Monday, December 6, 2010

Being Wealthy

I have never really considered myself to be wealthy. By American standards, I'm not particularly so. I admit that I'm also not truly poor. I have food on my table consistently and can replace my old clothes with new ones as needed. But I also don't have ability or the means to spend money freely on unnecessary things. I don't remodel my home because I'm tired of the old style and I don't have to have the latest techno gadget. Nor could I afford it even if I wanted it.

On Sunday our home group was discussing 1 Timothy 6:6-11 and 17-19. Someone commented that most of us tend to read these verses and think of others whom we know, people whom we considered to be really wealthy. These verses are directed at those people, not at us. Most of us, at least Americans, don't really think of ourselves as wealthy. We're just average people, just getting by, right? I would include myself in that category. As I said, I don't consider myself wealthy.

But the truth is that we need to read these verses with ourselves in mind, for we are the wealthy of the earth. If you are reading this blog, it means you have access to the internet, which already puts you among the elite of the globe. (Yes, I realize that internet access is rapidly expanding, but it still remains a luxury of those who have some measure of wealth in order to afford that access.) We Americans, along with all other Western and economically-advanced nations, are wealthy, even those of us who don't think we are. So when we read a verse that says "Teach those who are rich in this world not to be proud..." we need to think first and foremost of ourselves.

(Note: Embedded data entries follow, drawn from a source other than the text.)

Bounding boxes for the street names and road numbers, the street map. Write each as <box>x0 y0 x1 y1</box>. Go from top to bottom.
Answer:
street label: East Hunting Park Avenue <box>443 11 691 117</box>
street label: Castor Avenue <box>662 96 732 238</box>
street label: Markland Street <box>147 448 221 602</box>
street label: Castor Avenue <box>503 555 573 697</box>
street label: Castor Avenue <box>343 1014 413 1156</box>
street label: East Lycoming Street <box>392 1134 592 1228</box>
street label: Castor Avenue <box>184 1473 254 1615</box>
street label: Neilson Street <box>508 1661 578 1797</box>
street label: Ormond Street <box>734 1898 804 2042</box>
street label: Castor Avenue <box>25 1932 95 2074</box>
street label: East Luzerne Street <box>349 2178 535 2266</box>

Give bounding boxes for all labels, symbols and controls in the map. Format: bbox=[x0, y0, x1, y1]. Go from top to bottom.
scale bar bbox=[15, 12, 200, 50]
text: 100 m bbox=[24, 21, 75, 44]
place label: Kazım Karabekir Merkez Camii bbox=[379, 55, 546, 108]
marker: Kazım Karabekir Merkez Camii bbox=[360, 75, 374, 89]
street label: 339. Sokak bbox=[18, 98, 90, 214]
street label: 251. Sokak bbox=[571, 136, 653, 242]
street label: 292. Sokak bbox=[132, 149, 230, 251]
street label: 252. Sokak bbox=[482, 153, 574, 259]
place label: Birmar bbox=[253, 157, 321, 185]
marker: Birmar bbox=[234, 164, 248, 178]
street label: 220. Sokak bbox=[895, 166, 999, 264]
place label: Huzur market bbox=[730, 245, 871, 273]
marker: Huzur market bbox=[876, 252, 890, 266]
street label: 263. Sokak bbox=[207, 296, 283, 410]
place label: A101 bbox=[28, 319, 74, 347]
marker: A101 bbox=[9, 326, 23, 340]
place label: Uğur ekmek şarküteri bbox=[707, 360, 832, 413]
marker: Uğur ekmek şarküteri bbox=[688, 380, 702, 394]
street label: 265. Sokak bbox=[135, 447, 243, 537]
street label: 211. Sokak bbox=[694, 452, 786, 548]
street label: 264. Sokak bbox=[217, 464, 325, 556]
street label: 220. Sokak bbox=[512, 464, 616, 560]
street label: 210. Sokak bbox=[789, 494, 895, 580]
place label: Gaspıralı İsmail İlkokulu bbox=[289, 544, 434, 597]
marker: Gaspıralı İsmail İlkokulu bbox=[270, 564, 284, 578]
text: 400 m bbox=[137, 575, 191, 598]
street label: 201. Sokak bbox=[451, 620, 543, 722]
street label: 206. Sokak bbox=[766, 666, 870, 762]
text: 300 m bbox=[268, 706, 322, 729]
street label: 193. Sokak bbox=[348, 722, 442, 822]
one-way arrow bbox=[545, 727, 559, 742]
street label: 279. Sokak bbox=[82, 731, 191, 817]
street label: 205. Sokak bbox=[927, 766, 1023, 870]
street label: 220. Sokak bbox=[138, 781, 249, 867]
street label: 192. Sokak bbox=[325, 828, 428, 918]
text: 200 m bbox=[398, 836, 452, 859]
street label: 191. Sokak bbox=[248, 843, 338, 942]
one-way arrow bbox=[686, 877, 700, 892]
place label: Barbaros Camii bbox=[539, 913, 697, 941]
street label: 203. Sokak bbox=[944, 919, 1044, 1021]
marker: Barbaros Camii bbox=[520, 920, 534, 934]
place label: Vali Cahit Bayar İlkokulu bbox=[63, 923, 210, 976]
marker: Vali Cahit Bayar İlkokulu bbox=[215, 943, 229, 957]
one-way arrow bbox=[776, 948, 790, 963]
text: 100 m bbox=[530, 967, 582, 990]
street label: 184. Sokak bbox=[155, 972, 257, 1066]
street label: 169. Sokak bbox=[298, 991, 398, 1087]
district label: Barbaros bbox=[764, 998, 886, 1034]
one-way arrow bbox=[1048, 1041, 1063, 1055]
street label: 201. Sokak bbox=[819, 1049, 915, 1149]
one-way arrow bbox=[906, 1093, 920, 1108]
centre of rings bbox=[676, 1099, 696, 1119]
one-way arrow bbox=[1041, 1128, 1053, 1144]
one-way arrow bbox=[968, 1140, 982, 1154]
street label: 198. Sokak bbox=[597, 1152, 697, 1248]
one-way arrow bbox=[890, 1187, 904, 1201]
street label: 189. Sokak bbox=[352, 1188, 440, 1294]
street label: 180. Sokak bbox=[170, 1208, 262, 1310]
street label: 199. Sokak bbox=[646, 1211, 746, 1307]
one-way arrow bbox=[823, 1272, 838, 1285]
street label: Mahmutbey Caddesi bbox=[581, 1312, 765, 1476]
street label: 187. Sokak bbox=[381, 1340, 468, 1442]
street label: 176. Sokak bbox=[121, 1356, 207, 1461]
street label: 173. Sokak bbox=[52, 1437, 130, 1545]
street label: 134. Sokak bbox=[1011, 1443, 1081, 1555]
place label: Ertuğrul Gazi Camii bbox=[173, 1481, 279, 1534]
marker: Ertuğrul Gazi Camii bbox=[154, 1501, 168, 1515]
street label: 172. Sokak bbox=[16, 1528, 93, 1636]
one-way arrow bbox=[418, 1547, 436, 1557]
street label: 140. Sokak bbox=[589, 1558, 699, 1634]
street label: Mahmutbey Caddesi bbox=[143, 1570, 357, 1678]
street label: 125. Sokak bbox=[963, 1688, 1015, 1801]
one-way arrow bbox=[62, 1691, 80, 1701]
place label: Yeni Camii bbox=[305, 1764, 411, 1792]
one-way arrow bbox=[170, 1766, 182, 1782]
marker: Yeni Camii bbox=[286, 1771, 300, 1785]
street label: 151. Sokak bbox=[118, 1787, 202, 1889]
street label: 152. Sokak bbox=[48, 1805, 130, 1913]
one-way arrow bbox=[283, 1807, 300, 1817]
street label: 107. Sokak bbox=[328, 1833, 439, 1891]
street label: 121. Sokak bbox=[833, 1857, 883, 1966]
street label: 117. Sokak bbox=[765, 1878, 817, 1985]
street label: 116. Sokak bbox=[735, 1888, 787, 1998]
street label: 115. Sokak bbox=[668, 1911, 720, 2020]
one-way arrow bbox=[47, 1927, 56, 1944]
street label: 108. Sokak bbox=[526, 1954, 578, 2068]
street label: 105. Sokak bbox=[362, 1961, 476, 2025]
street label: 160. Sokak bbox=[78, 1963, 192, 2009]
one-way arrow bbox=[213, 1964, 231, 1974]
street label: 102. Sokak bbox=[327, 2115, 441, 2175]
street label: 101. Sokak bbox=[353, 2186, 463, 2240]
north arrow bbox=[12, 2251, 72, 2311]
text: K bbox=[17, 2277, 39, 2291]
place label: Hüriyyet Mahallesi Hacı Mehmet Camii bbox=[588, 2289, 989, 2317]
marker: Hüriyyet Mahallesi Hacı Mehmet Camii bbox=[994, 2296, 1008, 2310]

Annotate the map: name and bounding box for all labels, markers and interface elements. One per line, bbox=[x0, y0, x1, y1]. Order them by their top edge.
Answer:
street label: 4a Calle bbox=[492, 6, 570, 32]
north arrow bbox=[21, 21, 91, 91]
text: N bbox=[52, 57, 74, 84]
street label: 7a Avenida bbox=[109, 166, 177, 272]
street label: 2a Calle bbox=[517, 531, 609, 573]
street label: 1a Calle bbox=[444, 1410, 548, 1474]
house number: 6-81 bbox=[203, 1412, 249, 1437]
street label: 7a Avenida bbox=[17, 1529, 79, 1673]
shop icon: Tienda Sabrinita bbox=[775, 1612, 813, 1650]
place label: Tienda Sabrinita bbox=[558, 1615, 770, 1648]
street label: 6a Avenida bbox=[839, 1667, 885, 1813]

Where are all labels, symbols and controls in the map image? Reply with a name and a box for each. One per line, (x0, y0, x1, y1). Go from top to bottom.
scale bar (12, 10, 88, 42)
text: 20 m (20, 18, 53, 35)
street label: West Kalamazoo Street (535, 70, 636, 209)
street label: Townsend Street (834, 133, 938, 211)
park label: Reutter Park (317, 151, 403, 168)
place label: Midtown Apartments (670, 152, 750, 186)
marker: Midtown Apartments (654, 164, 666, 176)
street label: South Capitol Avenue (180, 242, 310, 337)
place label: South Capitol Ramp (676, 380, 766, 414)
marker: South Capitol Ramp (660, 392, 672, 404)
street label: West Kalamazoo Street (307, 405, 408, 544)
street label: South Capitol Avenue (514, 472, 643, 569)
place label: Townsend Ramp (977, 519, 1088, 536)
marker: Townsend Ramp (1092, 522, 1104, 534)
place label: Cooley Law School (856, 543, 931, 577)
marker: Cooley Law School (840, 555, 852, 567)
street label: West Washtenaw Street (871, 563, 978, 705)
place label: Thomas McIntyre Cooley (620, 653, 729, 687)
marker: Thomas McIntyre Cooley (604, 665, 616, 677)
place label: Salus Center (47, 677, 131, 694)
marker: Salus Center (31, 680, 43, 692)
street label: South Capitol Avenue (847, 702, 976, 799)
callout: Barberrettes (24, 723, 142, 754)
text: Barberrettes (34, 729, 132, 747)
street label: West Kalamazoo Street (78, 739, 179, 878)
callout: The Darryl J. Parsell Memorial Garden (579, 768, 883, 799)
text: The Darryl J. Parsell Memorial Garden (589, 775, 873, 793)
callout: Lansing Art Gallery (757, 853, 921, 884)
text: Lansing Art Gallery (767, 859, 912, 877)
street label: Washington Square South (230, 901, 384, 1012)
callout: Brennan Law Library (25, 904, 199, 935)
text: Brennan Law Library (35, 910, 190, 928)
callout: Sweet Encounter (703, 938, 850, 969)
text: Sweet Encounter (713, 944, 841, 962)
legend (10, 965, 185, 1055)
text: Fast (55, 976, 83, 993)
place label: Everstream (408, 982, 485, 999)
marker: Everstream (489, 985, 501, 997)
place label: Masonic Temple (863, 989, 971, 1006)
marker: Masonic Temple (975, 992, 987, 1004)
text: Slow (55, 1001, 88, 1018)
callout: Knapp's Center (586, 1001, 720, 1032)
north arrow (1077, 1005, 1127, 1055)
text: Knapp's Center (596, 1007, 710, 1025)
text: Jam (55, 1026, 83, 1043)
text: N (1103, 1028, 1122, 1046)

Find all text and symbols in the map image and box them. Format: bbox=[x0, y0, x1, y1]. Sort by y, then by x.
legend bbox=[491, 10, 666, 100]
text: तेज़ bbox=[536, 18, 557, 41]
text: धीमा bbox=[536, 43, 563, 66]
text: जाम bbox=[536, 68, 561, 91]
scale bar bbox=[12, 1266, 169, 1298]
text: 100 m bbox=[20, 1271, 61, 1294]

"But," you may protest, "I'm really not that wealthy." Compared to the majority of the world's people you are. I have friends around the world who struggle to get by on $200-300 a month and consider themselves fortunate if they can make that much. For the math challenged, that comes to $2400-3600 ANNUALLY. Most Americans make more than that in a month. Admittedly the cost of living differs from one place to another, but I can assure you that it is tough to live on $200 a month anywhere. And there are certainly people making much less than that--a lot of them. (For lots of details on this, check out this website.)

So stop and think about what Paul writes to Timothy and then think about your own use of the wealth God has given you. Ultimately we are accountable to him for the wealth he has given us. I for one want to strive increasingly to live according to Paul's admonition in verse 18, that I would use my money to do good, to be generous to those in need and to readily share with others. I want to stop trying to excuse myself on the basis that "I'm not wealthy" because, in fact, I really am.